長崎市長「核禁批准を」 20日、外務省などに要請へ

 長崎市の田上富久市長は17日の定例記者会見で、20日に松井一実広島市長と共に外務省や各政党などを訪問し、政府が早期に核兵器禁止条約に署名・批准するよう要請すると発表した。
 鷲尾英一郎外務副大臣をはじめ、公明党の山口那津男代表、核兵器廃絶に取り組む与野党の各議員連盟の代表者らを訪ねる。来年1月22日に発効する核禁条約の批准と、それまでは締約国会議にオブザーバーとして参加することを求める。
 田上氏は「これから中身を育てていく条約であり、日本も加わってほしい。
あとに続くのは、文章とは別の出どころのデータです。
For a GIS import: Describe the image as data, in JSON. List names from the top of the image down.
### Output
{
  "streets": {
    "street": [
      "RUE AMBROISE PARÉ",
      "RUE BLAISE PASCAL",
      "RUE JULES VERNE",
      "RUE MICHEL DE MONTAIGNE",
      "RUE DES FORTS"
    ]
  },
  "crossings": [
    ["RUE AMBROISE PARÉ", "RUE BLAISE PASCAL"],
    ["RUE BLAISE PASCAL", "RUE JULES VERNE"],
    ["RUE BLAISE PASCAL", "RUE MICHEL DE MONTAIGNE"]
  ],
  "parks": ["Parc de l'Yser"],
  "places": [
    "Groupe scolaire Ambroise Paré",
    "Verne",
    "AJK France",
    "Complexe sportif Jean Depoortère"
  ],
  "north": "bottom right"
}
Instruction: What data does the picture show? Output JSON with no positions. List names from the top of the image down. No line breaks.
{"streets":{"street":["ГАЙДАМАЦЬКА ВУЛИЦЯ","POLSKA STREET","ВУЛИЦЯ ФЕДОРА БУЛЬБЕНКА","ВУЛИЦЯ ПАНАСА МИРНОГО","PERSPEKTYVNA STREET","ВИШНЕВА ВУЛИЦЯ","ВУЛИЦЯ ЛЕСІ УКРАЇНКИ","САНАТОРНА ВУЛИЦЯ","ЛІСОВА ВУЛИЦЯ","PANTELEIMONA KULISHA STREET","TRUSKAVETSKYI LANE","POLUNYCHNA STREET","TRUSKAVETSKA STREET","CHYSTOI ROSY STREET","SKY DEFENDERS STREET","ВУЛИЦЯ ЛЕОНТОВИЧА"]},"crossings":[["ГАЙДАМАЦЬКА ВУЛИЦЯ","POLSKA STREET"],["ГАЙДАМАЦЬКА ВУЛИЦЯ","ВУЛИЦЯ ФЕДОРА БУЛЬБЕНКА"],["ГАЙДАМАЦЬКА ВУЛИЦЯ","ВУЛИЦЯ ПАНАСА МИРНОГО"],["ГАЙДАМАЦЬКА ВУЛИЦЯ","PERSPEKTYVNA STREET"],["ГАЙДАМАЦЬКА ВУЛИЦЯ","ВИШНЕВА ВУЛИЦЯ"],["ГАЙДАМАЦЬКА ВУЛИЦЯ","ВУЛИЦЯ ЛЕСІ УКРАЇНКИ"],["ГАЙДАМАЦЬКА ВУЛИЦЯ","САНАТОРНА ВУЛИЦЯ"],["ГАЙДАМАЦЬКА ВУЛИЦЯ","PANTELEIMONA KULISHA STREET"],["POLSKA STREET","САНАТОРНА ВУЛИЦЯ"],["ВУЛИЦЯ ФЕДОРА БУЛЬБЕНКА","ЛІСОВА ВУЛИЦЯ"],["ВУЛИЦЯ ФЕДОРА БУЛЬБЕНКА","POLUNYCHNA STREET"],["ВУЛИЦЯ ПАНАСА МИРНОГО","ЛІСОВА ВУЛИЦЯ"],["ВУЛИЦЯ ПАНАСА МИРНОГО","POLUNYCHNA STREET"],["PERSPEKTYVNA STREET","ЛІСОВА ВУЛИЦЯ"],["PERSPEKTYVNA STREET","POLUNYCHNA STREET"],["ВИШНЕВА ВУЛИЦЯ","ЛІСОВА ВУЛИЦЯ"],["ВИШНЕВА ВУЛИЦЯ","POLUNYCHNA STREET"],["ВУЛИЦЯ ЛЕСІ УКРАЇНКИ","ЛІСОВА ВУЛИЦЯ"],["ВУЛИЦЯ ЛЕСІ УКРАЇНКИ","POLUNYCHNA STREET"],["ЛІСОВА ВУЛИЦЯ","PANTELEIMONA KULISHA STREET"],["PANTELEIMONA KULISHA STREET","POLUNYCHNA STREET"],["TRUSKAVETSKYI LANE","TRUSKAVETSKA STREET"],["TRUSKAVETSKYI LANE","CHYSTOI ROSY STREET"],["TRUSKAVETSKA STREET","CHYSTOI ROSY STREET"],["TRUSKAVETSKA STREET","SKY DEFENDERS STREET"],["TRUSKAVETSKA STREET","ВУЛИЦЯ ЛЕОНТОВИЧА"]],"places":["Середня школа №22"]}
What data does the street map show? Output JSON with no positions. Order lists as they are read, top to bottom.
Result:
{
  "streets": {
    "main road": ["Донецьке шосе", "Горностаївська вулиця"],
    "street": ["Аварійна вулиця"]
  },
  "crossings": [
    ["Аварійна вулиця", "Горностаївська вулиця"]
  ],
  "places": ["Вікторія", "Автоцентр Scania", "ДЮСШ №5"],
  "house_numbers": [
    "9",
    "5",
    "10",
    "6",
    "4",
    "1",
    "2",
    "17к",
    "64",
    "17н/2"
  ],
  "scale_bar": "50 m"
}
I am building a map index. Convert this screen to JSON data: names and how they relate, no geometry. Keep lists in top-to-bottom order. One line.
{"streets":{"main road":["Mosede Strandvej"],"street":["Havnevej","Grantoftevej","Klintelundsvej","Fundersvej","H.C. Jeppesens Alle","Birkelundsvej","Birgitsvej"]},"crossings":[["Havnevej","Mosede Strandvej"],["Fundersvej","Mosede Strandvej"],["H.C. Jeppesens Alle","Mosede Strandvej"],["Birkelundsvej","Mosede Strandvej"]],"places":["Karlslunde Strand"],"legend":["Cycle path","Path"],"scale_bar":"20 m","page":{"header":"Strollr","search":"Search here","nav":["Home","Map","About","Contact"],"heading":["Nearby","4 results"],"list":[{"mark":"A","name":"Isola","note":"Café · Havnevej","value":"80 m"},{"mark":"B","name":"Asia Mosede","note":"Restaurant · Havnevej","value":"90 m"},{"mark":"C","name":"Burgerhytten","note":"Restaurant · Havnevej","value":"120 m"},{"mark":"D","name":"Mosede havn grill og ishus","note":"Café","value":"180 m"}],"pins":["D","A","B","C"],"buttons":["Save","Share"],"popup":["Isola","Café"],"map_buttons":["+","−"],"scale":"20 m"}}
国会議員には活発な議論をお願いしたい」と語った。
 一方、広島の「黒い雨」訴訟に関連し、援護区域を見直すため16日に初会合が開かれた国の有識者検討会について、被爆地域の拡大是正と長崎の「被爆体験者」の救済につなげる上で「突破口の一つになる可能性がある」と期待を示した。
 係争中の被爆体験者訴訟は黒い雨訴訟と同様、援護区域の線引きや内部被ばくが争点。田上氏は有識者検討会で長崎関連の検討も進むよう国に働き掛けを続けるとし、被爆体験者の救済へ「別の突破口も含めあらゆる可能性を追い求める」と話した。